A pot roast is probably the antithesis of glamorous cooking. But that’s also sort of the point. For as long as we’ve been cooking meat, we’ve looked for ways to make the tougher cuts more tender and succulent. It’s the kind of cooking that every culture around the world has developed individually, a way of transforming the cheap and possibly unappetising into something delicious. The answer is simple, and relies on three elements: low heat, moisture and a lidded cooking vessel.
Pot roast is the American way of slow-cooking whole joints of unforgiving meat, usually a piece of beef (although similar principles apply to pork and lamb). But this kind of cooking is not confined to the US, and really, I am using the term ‘pot roast’ as a shorthand for any kind of slow, indirect, enclosed cooking. The same techniques are found in German Sauerbraten, Cuban ropa vieja, and the French pot au feu – where the meat and vegetables are poached together but served as two different courses.

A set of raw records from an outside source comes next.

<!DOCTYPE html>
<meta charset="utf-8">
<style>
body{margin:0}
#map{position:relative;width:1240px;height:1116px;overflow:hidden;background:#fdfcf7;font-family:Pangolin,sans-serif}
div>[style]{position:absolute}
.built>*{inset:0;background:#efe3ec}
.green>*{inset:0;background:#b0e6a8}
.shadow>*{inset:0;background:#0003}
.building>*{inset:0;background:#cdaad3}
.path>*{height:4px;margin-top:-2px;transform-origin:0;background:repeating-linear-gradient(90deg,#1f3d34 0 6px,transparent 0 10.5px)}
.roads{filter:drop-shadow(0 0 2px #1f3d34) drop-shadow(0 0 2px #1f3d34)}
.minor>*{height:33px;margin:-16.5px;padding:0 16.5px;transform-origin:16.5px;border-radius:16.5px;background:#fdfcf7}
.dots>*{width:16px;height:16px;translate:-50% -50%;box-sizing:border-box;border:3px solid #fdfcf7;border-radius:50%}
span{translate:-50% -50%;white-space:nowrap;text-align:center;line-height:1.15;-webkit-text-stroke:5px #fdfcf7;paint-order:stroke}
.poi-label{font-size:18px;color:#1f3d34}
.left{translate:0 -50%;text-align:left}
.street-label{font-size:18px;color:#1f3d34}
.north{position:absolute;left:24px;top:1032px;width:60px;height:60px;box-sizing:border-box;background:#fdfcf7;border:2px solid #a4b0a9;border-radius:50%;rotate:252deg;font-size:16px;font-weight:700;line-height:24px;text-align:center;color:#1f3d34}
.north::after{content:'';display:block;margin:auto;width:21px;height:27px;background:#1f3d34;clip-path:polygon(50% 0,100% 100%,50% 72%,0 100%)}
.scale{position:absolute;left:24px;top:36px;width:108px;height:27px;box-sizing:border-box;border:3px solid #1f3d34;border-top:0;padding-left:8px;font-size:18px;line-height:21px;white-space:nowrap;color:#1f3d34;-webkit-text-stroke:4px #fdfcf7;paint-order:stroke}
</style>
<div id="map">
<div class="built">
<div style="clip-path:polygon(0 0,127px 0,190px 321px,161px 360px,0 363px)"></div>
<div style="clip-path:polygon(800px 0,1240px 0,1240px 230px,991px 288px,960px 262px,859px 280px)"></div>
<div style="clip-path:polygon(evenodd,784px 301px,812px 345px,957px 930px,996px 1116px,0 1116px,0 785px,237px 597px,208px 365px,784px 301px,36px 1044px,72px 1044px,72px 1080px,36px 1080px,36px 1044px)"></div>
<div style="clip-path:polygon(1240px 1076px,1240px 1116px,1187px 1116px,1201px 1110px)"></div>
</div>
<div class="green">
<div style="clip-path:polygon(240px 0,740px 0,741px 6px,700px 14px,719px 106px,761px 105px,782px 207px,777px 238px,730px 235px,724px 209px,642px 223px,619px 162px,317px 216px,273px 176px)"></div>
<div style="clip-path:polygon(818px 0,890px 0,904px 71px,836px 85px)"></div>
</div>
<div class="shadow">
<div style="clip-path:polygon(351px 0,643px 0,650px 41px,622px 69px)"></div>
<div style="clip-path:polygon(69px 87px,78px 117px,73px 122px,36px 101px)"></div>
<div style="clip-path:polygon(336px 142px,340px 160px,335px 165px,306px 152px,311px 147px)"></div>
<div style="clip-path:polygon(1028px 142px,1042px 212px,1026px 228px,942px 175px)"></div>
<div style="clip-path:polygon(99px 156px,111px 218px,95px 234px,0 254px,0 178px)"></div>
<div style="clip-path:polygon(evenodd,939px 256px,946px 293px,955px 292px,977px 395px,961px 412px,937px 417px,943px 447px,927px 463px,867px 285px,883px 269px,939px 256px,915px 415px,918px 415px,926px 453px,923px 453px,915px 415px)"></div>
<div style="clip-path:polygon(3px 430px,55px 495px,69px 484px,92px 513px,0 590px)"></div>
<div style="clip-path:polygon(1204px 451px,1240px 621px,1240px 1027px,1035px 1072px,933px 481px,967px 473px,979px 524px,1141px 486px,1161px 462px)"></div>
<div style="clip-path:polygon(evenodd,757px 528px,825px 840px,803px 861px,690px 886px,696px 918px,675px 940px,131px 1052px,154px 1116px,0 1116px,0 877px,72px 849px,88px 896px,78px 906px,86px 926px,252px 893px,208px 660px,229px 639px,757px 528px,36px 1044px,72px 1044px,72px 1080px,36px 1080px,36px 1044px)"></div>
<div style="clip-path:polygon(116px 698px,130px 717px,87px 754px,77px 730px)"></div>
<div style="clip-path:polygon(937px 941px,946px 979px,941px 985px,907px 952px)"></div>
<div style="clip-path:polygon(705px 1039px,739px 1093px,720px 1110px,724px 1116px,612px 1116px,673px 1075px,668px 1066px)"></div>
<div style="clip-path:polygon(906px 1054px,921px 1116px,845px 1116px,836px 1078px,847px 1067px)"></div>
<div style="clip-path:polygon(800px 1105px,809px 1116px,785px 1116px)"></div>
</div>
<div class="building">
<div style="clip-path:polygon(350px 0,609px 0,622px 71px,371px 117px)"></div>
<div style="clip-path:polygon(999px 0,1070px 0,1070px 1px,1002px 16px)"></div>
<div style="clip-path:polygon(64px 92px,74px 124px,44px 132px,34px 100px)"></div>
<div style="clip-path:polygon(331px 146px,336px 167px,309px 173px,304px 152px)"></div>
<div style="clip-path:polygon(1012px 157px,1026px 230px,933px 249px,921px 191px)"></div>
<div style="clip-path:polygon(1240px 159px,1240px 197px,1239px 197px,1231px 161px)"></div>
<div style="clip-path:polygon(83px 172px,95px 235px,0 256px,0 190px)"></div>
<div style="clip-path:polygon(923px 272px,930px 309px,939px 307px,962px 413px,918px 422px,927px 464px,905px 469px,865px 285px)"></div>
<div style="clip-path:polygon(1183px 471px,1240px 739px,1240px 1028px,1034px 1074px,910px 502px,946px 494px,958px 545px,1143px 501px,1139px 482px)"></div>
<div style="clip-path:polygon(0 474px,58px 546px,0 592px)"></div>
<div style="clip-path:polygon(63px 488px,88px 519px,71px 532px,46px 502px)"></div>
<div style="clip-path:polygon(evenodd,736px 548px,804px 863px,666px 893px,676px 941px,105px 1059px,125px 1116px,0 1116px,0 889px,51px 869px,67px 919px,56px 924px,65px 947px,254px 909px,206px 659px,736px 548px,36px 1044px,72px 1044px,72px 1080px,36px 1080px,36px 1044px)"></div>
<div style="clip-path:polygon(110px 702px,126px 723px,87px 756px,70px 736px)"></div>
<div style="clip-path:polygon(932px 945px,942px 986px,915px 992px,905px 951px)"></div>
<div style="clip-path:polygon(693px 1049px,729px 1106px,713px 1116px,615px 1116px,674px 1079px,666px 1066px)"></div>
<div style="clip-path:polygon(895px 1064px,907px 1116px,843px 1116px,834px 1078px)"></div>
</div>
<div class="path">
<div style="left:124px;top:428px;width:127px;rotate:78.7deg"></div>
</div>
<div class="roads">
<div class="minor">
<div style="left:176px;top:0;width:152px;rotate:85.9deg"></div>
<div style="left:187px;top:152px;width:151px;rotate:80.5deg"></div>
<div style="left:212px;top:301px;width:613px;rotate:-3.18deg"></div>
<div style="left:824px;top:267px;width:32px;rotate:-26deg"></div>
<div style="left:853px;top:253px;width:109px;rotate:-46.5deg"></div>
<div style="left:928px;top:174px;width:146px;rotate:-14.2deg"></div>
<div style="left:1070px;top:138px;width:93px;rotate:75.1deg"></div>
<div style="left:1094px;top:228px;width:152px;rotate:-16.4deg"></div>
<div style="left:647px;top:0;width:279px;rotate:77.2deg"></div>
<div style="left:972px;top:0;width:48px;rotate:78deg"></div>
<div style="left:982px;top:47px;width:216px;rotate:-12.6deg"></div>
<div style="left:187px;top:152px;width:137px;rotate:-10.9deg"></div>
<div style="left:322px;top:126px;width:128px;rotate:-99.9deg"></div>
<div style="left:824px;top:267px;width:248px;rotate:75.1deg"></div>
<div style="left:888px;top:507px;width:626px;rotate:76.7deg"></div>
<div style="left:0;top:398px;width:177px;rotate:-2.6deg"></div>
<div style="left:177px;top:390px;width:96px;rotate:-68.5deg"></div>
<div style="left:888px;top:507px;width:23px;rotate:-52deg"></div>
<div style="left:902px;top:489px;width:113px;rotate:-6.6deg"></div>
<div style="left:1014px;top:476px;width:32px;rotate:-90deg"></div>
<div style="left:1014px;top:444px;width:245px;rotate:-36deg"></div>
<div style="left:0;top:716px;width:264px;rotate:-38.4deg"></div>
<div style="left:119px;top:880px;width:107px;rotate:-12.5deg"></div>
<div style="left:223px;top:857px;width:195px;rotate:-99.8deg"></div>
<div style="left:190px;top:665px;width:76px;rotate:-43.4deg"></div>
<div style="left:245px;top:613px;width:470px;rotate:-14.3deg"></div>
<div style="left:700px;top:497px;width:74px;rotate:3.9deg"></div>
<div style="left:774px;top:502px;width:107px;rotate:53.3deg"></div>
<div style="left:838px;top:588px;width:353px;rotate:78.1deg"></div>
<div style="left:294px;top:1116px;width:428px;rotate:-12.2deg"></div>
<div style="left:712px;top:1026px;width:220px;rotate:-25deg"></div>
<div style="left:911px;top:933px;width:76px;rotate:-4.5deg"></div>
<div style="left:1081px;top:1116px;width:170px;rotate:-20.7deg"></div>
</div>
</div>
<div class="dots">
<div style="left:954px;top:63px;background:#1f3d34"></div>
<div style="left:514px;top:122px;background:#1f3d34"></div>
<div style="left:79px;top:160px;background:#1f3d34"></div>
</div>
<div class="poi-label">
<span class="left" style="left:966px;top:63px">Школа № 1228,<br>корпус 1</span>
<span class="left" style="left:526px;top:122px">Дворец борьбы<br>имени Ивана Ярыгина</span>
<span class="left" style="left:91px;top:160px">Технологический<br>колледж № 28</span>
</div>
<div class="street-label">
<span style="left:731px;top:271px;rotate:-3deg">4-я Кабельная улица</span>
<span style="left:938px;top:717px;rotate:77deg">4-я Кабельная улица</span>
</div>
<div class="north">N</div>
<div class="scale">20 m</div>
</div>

These cuts are cheap because they are harder to handle: they need coaxing and proper cooking time to prevent them from being dry or chewy. The cuts come from areas of the animal that have worked harder during the animal’s life, so the muscles are made up of tougher fibres, and the connective tissue between them takes longer to break down. Done properly, they should be so soft you could cut them with a spoon, and should sing with deep, complex flavour.
Indirect cooking is a far gentler way of cooking than searing or roasting. But it’s fair to say that the result is not a looker. Braising or poaching does not confer colour or grill marks; there is no golden rendered fat, crisp at the edge.